O responsável afiança ainda haver "muitos estudantes" em dificuldade" e tem conhecimento de alunos que têm de "optar entre pagar despesas ou comer". "Sabemos que há um restaurante das Caldas que está a dar refeições aos estudantes em dificuldade. Temos conhecimento de casos preocupantes, de alunos que vão chumbar de ano por falta de pagamento das propinas e muitos que pensam desistir do curso por não conseguirem fazer face às despesas", relata.

"Agora sei o que é fome envergonhada"

É o caso de Catarina, aluna de 2.º ano de um curso de Enfermagem, que não quis identificar-se por se sentir "envergonhada". "Falam muito na fome envergonhada e agora sei o que é isso. Os meus pais tinham um pequeno restaurante familiar que tem estado fechado. Deixámos de conseguir pagar as contas e optei por congelar a matrícula. Estou a tentar arranjar emprego para juntar dinheiro para as propinas, mas nesta altura não consigo em lado nenhum", conta. Nuno Marques relembra que a falta de pagamento de propinas invalida a passagem de ano letivo. Uma situação que "inúmeros alunos estão a enfrentar". "Temos um estudante que recorreu aos nossos serviços de ação social porque não conseguia pagar desde novembro. Foi pressionado pelos serviços académicos. Com propinas em atraso tem de repetir o ano. Há um tempo limite para pagar e já aconteceu em várias faculdades. Já houve estudantes proibidos de frequentar aulas", diz.

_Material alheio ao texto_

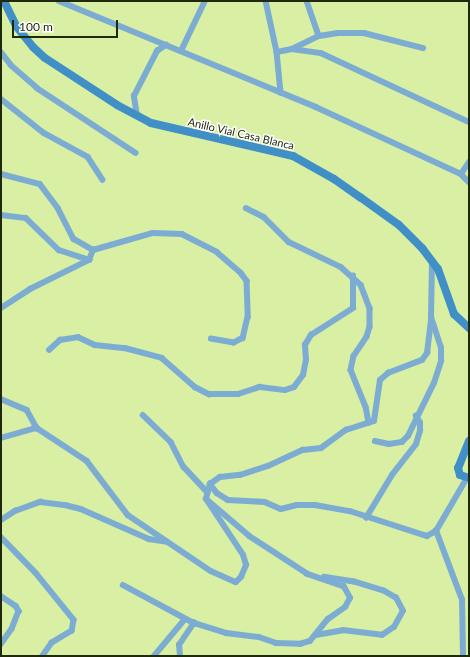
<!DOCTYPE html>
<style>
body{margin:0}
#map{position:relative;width:470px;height:657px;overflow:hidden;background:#d8efa4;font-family:Lato,sans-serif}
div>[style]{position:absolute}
.street>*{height:5.5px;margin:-2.75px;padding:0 2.75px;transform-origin:2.75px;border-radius:2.75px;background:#7cacd2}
.secondary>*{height:8px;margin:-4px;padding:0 4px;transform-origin:4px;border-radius:4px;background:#408fc7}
span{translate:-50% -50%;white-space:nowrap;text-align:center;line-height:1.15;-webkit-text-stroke:3px #fff;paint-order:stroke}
.street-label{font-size:11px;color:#21290b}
.frame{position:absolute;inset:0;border:2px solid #21290b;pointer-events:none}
.scale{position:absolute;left:12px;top:20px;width:106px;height:18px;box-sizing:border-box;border:2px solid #21290b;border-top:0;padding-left:5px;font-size:12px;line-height:14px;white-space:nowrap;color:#21290b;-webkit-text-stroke:3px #fff;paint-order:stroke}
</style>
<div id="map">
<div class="street">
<div style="left:59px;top:1px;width:278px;rotate:22.4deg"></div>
<div style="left:316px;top:107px;width:160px;rotate:24.8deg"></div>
<div style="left:461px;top:174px;width:11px;rotate:45deg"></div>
<div style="left:266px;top:1px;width:52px;rotate:77.8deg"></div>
<div style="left:277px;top:52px;width:41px;rotate:84.4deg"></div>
<div style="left:307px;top:1px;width:37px;rotate:71deg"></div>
<div style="left:292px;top:49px;width:29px;rotate:8deg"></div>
<div style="left:321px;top:53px;width:163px;rotate:25deg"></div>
<div style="left:181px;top:51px;width:55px;rotate:-64.4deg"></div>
<div style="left:1px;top:52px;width:16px;rotate:52deg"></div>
<div style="left:11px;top:65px;width:35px;rotate:41deg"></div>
<div style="left:37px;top:88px;width:118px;rotate:33.3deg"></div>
<div style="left:277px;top:52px;width:15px;rotate:-11deg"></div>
<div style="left:292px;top:49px;width:30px;rotate:-26deg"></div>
<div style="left:319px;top:36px;width:19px;rotate:-9deg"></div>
<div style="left:338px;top:33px;width:26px"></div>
<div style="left:364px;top:33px;width:61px;rotate:14.3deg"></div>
<div style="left:1px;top:99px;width:55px;rotate:38.3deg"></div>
<div style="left:44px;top:133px;width:50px;rotate:28.6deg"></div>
<div style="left:88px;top:157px;width:27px;rotate:57deg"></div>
<div style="left:137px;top:116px;width:20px;rotate:-99deg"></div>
<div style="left:134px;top:96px;width:51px;rotate:-62.9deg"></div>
<div style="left:157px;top:51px;width:11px;rotate:-34deg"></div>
<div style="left:1px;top:174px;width:40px;rotate:14.4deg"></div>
<div style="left:40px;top:184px;width:30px;rotate:53deg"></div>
<div style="left:58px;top:208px;width:35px;rotate:63deg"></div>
<div style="left:74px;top:239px;width:22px;rotate:30deg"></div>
<div style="left:461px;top:174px;width:14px;rotate:-56deg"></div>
<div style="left:246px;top:208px;width:20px;rotate:27deg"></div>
<div style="left:264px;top:217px;width:35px;rotate:45deg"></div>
<div style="left:289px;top:242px;width:58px;rotate:25.7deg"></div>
<div style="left:341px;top:267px;width:27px;rotate:42deg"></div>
<div style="left:361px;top:285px;width:25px;rotate:69deg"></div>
<div style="left:370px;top:308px;width:19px;rotate:90deg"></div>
<div style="left:370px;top:327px;width:10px;rotate:107deg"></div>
<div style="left:367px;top:337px;width:23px;rotate:124deg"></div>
<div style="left:354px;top:356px;width:14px;rotate:102deg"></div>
<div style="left:351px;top:370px;width:40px;rotate:68deg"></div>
<div style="left:366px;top:407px;width:16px;rotate:79deg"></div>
<div style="left:1px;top:215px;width:25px;rotate:7deg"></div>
<div style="left:26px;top:218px;width:46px;rotate:44.1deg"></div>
<div style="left:59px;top:250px;width:32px;rotate:18deg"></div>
<div style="left:1px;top:308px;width:35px;rotate:-33deg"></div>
<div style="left:30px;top:289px;width:66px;rotate:-26.2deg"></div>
<div style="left:89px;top:260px;width:11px;rotate:-68deg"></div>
<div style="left:93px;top:250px;width:62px;rotate:-15.8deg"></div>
<div style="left:153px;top:233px;width:29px;rotate:2deg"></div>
<div style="left:182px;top:234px;width:39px;rotate:27deg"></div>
<div style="left:217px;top:252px;width:32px;rotate:41deg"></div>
<div style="left:241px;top:273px;width:10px;rotate:53deg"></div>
<div style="left:247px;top:281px;width:36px;rotate:88deg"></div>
<div style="left:248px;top:317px;width:22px;rotate:103deg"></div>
<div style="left:243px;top:338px;width:10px;rotate:151deg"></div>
<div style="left:234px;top:343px;width:23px;rotate:-170deg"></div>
<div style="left:49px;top:350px;width:15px;rotate:-42deg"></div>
<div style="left:60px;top:340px;width:18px;rotate:-9deg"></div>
<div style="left:78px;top:337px;width:19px;rotate:25deg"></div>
<div style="left:95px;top:345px;width:30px;rotate:6deg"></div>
<div style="left:125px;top:348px;width:38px;rotate:15deg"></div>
<div style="left:162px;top:358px;width:44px;rotate:41.3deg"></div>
<div style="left:195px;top:387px;width:16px;rotate:27deg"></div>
<div style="left:209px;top:394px;width:29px"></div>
<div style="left:238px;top:394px;width:23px;rotate:-18deg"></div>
<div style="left:260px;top:387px;width:25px;rotate:7deg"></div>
<div style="left:285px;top:390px;width:9px;rotate:-18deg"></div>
<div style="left:294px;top:387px;width:15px;rotate:-53deg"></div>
<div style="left:303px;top:375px;width:15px;rotate:-79deg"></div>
<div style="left:306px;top:360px;width:15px;rotate:-94deg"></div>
<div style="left:305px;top:345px;width:12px;rotate:-59deg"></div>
<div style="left:311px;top:335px;width:50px;rotate:-32.7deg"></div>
<div style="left:353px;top:308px;width:32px;rotate:-90deg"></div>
<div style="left:1px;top:399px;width:28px;rotate:23deg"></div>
<div style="left:27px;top:410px;width:21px;rotate:61deg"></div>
<div style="left:37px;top:428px;width:60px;rotate:33.4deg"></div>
<div style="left:87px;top:461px;width:68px;rotate:52.8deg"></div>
<div style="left:128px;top:515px;width:100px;rotate:34deg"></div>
<div style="left:211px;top:571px;width:27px;rotate:24deg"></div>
<div style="left:236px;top:582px;width:7px;rotate:-45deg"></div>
<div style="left:241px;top:577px;width:13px;rotate:-67deg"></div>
<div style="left:246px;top:565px;width:10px;rotate:-107deg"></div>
<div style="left:243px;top:555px;width:67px;rotate:-123.5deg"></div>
<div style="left:206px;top:499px;width:16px;rotate:-75deg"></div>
<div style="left:210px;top:484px;width:12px;rotate:-35deg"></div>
<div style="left:220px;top:477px;width:20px;rotate:-6deg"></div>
<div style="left:240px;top:475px;width:29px;rotate:-18deg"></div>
<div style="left:268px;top:466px;width:38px;rotate:-25deg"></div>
<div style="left:303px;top:450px;width:18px;rotate:-6deg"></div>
<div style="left:321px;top:448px;width:31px;rotate:-36deg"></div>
<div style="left:346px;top:430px;width:29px;rotate:-18deg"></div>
<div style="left:374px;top:421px;width:41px;rotate:-81.7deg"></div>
<div style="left:380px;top:380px;width:11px;rotate:-41deg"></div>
<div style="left:388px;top:373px;width:36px;rotate:-21deg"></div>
<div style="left:422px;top:360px;width:9px;rotate:-54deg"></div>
<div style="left:427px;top:353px;width:35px;rotate:-83deg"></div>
<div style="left:431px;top:318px;width:57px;rotate:-89deg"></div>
<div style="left:143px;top:415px;width:39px;rotate:44deg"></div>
<div style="left:171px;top:442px;width:28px;rotate:63deg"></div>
<div style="left:184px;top:467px;width:34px;rotate:47deg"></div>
<div style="left:1px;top:438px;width:37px;rotate:-16deg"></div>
<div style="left:375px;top:441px;width:14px;rotate:12deg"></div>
<div style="left:389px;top:444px;width:13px;rotate:-9deg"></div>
<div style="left:402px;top:442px;width:8px;rotate:-45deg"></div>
<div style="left:408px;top:436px;width:59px;rotate:-63.9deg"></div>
<div style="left:434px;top:383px;width:23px;rotate:-72deg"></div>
<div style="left:441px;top:361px;width:13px;rotate:-90deg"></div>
<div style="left:441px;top:348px;width:28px;rotate:-108deg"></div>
<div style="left:210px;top:484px;width:11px;rotate:52deg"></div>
<div style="left:217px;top:493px;width:13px;rotate:32deg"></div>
<div style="left:228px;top:500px;width:37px;rotate:3deg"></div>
<div style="left:265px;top:502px;width:17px;rotate:24deg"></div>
<div style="left:281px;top:509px;width:16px;rotate:-14deg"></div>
<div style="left:297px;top:505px;width:18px"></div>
<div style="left:315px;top:505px;width:36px;rotate:10deg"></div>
<div style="left:350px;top:511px;width:81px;rotate:18deg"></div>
<div style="left:427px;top:536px;width:10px;rotate:-29deg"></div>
<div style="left:366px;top:518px;width:50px;rotate:-58.8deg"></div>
<div style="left:392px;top:475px;width:39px;rotate:-52deg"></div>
<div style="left:416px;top:444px;width:14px;rotate:-73deg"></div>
<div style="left:420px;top:431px;width:8px;rotate:-90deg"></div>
<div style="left:420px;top:423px;width:8px;rotate:-120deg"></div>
<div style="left:1px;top:520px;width:17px;rotate:-33deg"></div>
<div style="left:15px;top:511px;width:27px;rotate:-20deg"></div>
<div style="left:40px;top:502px;width:25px;rotate:7deg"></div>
<div style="left:65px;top:505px;width:16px;rotate:14deg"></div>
<div style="left:81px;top:509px;width:74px;rotate:23.8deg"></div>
<div style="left:149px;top:539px;width:18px;rotate:9deg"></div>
<div style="left:1px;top:537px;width:50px;rotate:45.8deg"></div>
<div style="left:36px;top:573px;width:60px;rotate:51deg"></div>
<div style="left:74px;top:620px;width:11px;rotate:100deg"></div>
<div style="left:72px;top:631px;width:23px;rotate:149deg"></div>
<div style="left:52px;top:643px;width:16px;rotate:125deg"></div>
<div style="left:123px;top:585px;width:81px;rotate:28.2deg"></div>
<div style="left:194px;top:623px;width:34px;rotate:17deg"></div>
<div style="left:226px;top:633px;width:33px;rotate:7deg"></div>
<div style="left:259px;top:637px;width:18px;rotate:19deg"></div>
<div style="left:276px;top:643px;width:24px;rotate:2deg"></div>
<div style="left:300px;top:644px;width:10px;rotate:-17deg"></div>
<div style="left:310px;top:641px;width:28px;rotate:-51deg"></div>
<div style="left:328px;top:619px;width:21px;rotate:-35deg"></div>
<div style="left:345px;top:607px;width:10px;rotate:-61deg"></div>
<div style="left:350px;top:598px;width:13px;rotate:-119deg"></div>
<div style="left:344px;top:587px;width:39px;rotate:-161deg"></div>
<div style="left:307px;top:574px;width:68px;rotate:-147deg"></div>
<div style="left:250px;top:537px;width:55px;rotate:-139.4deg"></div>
<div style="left:1px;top:596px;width:18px;rotate:34deg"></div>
<div style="left:16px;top:606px;width:6px;rotate:59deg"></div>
<div style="left:19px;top:611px;width:19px;rotate:111deg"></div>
<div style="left:12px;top:629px;width:19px;rotate:125deg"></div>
<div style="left:316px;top:635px;width:27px;rotate:-10deg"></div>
<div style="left:343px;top:630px;width:39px;rotate:7deg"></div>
<div style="left:382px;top:635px;width:14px;rotate:-34deg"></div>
<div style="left:394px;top:627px;width:18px;rotate:-61deg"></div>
<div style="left:403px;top:611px;width:15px;rotate:-118deg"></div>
<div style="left:396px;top:598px;width:14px;rotate:-150deg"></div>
<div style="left:384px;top:591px;width:31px;rotate:-163deg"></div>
<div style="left:354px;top:582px;width:30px;rotate:-171deg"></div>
<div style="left:154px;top:656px;width:48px;rotate:-50deg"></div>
<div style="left:180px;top:656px;width:11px;rotate:-95deg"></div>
<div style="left:179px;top:645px;width:27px;rotate:-56deg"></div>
<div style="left:463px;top:656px;width:56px;rotate:-91deg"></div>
<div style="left:462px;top:600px;width:74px;rotate:-110.6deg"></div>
<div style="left:436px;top:531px;width:61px;rotate:-59.7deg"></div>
</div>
<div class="secondary">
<div style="left:4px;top:1px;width:28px;rotate:64deg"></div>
<div style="left:16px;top:26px;width:27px;rotate:51deg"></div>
<div style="left:33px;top:47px;width:16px;rotate:43deg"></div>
<div style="left:45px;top:58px;width:86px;rotate:33.1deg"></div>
<div style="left:117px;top:105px;width:38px;rotate:28deg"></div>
<div style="left:151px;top:123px;width:146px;rotate:13.1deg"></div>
<div style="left:293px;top:156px;width:47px;rotate:29.3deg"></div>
<div style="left:334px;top:179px;width:32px;rotate:35deg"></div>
<div style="left:360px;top:197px;width:48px;rotate:35.7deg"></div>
<div style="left:399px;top:225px;width:33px;rotate:45deg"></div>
<div style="left:422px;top:248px;width:26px;rotate:53deg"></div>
<div style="left:438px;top:269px;width:48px;rotate:70.4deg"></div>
<div style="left:454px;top:314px;width:21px;rotate:43deg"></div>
<div style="left:469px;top:441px;width:29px;rotate:112deg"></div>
<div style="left:458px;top:468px;width:7px;rotate:74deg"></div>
<div style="left:460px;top:475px;width:9px;rotate:18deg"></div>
</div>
<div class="street-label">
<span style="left:241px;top:134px;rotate:13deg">Anillo Vial Casa Blanca</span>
</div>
<div class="frame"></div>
<div class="scale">100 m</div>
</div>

Nuno Marques acredita numa adesão massiva ao protesto de dia 28 de abril, em vários pontos do país, e espera que a pressão seja "suficiente para conseguir reunir com o Ministro da Ciência, Tecnologia e Ensino Superior". "Estamos a organizar os protestos de forma a cumprir as regras da DGS e acreditamos que os alunos vão comparecer às manifestações. É um assunto de grande importância para a comunidade estudantil e que implica a continuidade dos estudos para muitos", sublinha, acreditando que a situação precária dos alunos irá aumentar com a crise económica que vai atingir mais famílias.

Petição contra aumento das propinas dos mestrados

Em agosto do ano passado, antes do arranque de um novo ano letivo, um grupo de estudantes criou uma petição para tentar evitar o aumento de propinas de mestrado, à semelhança do que foi feito com os alunos de licenciatura.

"Os alunos de mestrado da Faculdade de Ciências da Universidade do Porto, inclusive aqueles que se encontravam numa altura de transição para o que seria o seu último ano, em que realizariam estágio ou tese, foram confrontados com aumentos anuais das suas propinas em valores que variam entre 50€ e 1687,50 euros. Deste modo, a anuidade da propina poderia chegar a 1625 euros para estudantes nacionais, 2812,5 euros para estudantes internacionais CPLP e 4687,50 euros para estudantes internacionais", pode ler-se na petição. A criação de um teto máximo para propinas foi chumbada pelo PS e pela direita.

Marcelo Rebelo de Sousa promulgou depois a criação de um mecanismo para pagar propinas a estudantes de ensino superior em dificuldades financeiras, garantindo que mantêm direitos como o acesso a bolsas de estudo. Segundo o diploma, a adesão ao mecanismo é feita a pedido do aluno e não invalida a eventual atribuição de bolsas. Os alunos mantêm, também, o acesso a todos os atos administrativos, como a emissão de diplomas e certidões. Recorde-se que, há dois anos, o Parlamento rejeitou os dois projetos de lei apresentados por Bloco de Esquerda e PCP que previam o fim das propinas no ensino superior até 2023.